SNSで広がる「実質的な徴兵制ではないか」を真っ向から否定 防衛省が予備自衛官等兼業特例法を改めて説明

防衛省は2026年6月17日、公務員が予備自衛官や即応予備自衛官として活動しやすくするための「予備自衛官等兼業特例法」が成立したことを受け、制度の趣旨を改めて説明しました。

防衛省が予備自衛官制度の法改正めぐる説を否定

予備自衛官等兼業特例法とは、予備自衛官や即応予備自衛官として活動する国家公務員・地方公務員が、訓練や招集に参加しやすい環境を整備するための法律。

法案では、公務員が予備自衛官等になる際の手続きを簡素化するほか、勤務時間中に訓練や招集へ参加する場合の職務専念義務の免除、訓練参加期間中も本来の給与を減額しないことなどが盛り込まれています。
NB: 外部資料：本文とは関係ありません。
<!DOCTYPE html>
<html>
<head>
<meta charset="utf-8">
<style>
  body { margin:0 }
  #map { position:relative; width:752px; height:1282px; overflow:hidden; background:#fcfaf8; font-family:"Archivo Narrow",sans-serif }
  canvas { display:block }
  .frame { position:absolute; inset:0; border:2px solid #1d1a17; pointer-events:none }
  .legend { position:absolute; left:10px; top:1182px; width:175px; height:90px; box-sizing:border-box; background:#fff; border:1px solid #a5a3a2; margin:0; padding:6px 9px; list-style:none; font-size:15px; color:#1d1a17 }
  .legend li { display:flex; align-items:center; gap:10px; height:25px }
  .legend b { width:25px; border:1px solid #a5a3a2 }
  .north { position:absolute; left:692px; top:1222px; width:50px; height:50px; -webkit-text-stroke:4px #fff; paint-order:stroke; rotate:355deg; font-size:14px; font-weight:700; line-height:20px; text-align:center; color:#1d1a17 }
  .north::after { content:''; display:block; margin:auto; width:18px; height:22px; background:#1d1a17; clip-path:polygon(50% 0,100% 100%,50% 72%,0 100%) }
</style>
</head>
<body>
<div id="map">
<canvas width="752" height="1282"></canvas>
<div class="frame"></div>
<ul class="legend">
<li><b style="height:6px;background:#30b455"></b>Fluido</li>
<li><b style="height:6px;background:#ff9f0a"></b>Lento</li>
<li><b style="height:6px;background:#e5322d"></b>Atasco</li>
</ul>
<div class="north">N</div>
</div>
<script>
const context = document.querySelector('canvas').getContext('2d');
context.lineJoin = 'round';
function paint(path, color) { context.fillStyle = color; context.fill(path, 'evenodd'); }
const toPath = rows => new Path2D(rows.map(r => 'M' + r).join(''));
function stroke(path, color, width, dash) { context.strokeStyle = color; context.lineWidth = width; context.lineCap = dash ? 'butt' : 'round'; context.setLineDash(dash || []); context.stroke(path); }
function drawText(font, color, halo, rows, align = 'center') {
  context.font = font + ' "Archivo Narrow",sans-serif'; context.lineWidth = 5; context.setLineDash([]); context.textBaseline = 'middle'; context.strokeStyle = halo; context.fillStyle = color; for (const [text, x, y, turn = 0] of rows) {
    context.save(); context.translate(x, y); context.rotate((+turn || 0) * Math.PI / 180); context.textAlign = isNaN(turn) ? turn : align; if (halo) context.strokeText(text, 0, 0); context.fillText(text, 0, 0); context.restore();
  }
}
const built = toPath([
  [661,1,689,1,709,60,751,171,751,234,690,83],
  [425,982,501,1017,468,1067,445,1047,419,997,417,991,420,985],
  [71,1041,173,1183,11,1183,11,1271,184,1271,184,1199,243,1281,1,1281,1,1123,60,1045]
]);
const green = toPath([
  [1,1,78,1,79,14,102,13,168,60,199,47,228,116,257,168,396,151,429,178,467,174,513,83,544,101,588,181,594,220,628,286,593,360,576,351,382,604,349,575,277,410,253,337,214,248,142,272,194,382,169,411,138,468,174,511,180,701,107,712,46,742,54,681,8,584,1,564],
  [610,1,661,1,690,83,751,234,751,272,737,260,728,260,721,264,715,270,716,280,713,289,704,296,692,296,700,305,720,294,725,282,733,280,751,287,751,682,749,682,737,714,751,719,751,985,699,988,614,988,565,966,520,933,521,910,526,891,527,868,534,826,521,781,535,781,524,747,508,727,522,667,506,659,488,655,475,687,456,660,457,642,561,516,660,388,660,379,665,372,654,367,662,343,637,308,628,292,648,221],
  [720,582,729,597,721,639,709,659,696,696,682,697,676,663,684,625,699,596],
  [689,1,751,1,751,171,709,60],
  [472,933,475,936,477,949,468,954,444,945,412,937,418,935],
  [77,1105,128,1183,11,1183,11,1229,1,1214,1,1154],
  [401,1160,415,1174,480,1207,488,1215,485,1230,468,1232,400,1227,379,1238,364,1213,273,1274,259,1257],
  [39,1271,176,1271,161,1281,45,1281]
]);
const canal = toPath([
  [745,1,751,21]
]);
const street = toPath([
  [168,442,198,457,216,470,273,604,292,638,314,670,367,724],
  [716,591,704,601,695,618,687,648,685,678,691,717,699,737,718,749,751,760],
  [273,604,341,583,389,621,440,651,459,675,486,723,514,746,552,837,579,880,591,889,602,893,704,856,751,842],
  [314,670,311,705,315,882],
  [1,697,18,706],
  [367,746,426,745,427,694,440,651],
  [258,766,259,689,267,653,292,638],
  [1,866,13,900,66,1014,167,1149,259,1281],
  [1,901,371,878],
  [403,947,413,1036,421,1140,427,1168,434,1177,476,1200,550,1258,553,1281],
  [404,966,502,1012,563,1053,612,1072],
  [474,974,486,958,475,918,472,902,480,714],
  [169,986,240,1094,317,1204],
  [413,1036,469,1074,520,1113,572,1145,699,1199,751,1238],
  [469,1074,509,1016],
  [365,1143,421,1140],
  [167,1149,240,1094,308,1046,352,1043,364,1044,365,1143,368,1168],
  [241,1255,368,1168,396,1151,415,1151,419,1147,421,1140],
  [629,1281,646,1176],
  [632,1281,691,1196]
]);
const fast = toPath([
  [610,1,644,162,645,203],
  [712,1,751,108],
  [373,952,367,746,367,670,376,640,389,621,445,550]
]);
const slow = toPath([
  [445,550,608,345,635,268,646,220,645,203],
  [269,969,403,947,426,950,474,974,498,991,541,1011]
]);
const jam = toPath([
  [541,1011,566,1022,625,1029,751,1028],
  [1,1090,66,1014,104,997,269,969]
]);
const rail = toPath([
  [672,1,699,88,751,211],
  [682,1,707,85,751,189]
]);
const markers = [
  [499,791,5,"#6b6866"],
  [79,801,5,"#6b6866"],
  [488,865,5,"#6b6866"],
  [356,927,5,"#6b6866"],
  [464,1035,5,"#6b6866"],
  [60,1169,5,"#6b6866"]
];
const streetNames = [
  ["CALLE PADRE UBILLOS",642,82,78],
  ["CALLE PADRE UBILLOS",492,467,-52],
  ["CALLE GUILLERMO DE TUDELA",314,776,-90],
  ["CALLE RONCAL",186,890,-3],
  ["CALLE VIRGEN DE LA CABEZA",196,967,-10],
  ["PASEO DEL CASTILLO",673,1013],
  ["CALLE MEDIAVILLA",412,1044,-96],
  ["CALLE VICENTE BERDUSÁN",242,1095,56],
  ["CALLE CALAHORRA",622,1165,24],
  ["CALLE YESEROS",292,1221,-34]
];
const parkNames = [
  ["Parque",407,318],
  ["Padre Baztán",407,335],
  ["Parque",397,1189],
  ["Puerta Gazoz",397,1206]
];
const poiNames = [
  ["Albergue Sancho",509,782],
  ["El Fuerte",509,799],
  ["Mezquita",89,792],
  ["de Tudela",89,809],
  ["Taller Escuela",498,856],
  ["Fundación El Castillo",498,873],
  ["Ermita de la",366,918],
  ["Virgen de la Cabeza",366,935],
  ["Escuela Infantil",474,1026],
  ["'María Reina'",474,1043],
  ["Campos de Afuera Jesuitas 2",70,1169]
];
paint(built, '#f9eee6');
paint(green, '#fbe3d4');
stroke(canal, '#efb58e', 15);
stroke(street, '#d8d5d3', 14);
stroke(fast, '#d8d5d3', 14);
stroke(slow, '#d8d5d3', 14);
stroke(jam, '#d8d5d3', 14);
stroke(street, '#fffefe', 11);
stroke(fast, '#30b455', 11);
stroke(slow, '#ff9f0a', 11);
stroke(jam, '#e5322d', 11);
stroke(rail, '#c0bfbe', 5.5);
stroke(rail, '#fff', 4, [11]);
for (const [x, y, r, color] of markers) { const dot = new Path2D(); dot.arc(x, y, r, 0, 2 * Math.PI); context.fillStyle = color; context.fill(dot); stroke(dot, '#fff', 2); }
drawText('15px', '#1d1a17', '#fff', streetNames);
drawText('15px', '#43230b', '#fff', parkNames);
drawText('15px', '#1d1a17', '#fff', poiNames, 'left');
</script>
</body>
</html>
ところがSNSでは、この特例法に一部から「公務員が予備自衛官にならなければならなくなる」「実質的な徴兵制ではないか」といった声が上がっていました。

これに対し防衛省はXで、「事実に反する」と明言。

予備自衛官などの採用は本人の自由意思に基づくものであり、いかなる人に対しても強制されることはなく、法律施行後もその点は変わらないとしています。

また、防衛省は誤った情報が広がることで制度への信頼が損なわれ、日本の安全保障や国民生活を支える基盤にも影響を及ぼしかねないと指摘。

不安をあおるような事実に基づかない発信については看過できないとの認識を示しました。

今回成立した法律は、予備自衛官などとして活動する公務員が訓練や招集に参加しやすい環境を整備することが目的です。

防衛省は今後も制度の適切な運用と人材確保に向けた取り組みを進めるとしています。

SNS上では「制度の内容を正しく知る必要がある」「徴兵制とは全く違う話だ」「もっと丁寧な説明が必要では」といったさまざまな反応が見られています。

防衛省は引き続き、制度に対する正しい理解が広がるよう広報活動を進めていく方針です。